* _EXERCISE DETAILS_
Using the material that follows, output exactly the lines from the one containing "Convert the map" through the one containing "Quick job: Parse the map: labels, road", with both ends kept.

**********

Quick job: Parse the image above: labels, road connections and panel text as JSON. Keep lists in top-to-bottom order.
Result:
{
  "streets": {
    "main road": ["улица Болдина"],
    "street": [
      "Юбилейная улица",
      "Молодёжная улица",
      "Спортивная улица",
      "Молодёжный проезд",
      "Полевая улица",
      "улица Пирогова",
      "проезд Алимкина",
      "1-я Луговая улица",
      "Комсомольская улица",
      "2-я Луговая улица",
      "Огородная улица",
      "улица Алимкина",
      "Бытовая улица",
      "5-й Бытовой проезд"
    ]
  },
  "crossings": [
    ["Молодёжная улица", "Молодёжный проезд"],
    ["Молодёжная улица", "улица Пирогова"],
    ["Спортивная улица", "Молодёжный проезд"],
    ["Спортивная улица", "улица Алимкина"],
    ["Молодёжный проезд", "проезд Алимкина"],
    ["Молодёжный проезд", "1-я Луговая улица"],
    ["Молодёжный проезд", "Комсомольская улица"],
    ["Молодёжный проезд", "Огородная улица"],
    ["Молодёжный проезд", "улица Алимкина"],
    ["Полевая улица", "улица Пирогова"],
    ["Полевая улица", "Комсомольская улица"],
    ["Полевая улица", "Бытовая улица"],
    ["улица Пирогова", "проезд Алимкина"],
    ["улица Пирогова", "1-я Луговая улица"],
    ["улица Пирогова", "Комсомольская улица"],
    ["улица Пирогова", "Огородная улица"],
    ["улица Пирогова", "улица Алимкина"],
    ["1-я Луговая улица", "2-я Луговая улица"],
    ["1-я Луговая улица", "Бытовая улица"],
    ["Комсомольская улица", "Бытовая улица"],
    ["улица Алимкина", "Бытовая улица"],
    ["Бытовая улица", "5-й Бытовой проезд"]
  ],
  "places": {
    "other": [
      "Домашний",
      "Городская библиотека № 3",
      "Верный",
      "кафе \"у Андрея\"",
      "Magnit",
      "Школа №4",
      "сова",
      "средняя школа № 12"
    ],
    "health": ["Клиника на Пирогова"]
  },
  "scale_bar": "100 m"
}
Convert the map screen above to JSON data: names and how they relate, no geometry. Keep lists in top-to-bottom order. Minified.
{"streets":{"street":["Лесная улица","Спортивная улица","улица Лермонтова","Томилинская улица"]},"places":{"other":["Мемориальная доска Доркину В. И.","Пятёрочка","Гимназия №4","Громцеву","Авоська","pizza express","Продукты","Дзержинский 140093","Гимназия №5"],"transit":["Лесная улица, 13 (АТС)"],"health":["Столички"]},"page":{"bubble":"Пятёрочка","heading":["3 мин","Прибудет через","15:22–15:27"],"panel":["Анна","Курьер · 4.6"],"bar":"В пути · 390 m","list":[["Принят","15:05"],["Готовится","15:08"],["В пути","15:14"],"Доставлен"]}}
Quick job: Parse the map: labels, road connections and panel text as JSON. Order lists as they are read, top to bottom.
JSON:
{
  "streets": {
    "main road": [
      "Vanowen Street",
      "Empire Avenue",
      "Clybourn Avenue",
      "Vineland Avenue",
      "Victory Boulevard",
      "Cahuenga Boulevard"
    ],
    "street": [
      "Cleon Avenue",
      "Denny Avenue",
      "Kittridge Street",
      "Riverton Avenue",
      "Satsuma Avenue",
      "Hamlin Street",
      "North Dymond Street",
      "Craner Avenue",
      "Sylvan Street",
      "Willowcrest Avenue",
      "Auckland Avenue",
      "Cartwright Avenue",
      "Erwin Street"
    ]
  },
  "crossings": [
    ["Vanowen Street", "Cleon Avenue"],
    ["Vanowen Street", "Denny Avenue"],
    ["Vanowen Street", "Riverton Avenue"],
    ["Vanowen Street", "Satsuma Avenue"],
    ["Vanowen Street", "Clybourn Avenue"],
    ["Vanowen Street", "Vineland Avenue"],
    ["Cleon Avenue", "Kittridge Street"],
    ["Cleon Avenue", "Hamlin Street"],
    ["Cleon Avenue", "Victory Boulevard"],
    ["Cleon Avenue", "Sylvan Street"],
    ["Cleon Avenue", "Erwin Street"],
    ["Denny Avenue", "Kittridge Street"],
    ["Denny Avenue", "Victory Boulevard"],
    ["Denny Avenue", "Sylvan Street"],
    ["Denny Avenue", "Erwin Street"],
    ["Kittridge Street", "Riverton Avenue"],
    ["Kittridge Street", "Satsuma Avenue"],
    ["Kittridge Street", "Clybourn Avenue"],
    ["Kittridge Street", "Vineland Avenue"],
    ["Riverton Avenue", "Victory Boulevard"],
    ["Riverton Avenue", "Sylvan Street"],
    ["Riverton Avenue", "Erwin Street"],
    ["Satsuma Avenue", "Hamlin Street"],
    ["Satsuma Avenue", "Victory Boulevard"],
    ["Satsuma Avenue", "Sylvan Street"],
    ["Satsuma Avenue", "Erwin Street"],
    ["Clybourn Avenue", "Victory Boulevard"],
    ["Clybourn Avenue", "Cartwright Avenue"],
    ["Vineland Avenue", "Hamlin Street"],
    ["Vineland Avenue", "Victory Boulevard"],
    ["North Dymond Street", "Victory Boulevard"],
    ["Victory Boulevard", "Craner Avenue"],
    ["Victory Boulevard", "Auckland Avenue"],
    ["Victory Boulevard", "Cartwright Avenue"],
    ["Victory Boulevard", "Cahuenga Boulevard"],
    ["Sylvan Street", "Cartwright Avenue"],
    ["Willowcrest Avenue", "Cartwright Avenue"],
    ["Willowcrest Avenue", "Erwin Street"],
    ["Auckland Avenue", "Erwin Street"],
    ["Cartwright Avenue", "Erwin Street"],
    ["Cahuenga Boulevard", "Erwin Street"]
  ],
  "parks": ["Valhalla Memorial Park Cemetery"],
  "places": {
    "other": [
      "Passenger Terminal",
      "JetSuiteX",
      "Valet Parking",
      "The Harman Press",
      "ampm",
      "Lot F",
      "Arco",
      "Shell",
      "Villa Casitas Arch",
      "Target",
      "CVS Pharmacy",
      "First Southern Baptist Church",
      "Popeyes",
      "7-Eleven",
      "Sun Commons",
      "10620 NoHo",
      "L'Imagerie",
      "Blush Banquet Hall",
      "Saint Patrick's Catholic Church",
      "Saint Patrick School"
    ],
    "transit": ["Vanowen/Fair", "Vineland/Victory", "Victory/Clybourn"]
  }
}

**********

* _TASK SOLUTION_
Convert the map screen above to JSON data: names and how they relate, no geometry. Keep lists in top-to-bottom order. Minified.
{"streets":{"street":["Лесная улица","Спортивная улица","улица Лермонтова","Томилинская улица"]},"places":{"other":["Мемориальная доска Доркину В. И.","Пятёрочка","Гимназия №4","Громцеву","Авоська","pizza express","Продукты","Дзержинский 140093","Гимназия №5"],"transit":["Лесная улица, 13 (АТС)"],"health":["Столички"]},"page":{"bubble":"Пятёрочка","heading":["3 мин","Прибудет через","15:22–15:27"],"panel":["Анна","Курьер · 4.6"],"bar":"В пути · 390 m","list":[["Принят","15:05"],["Готовится","15:08"],["В пути","15:14"],"Доставлен"]}}
Quick job: Parse the map: labels, road connections and panel text as JSON. Order lists as they are read, top to bottom.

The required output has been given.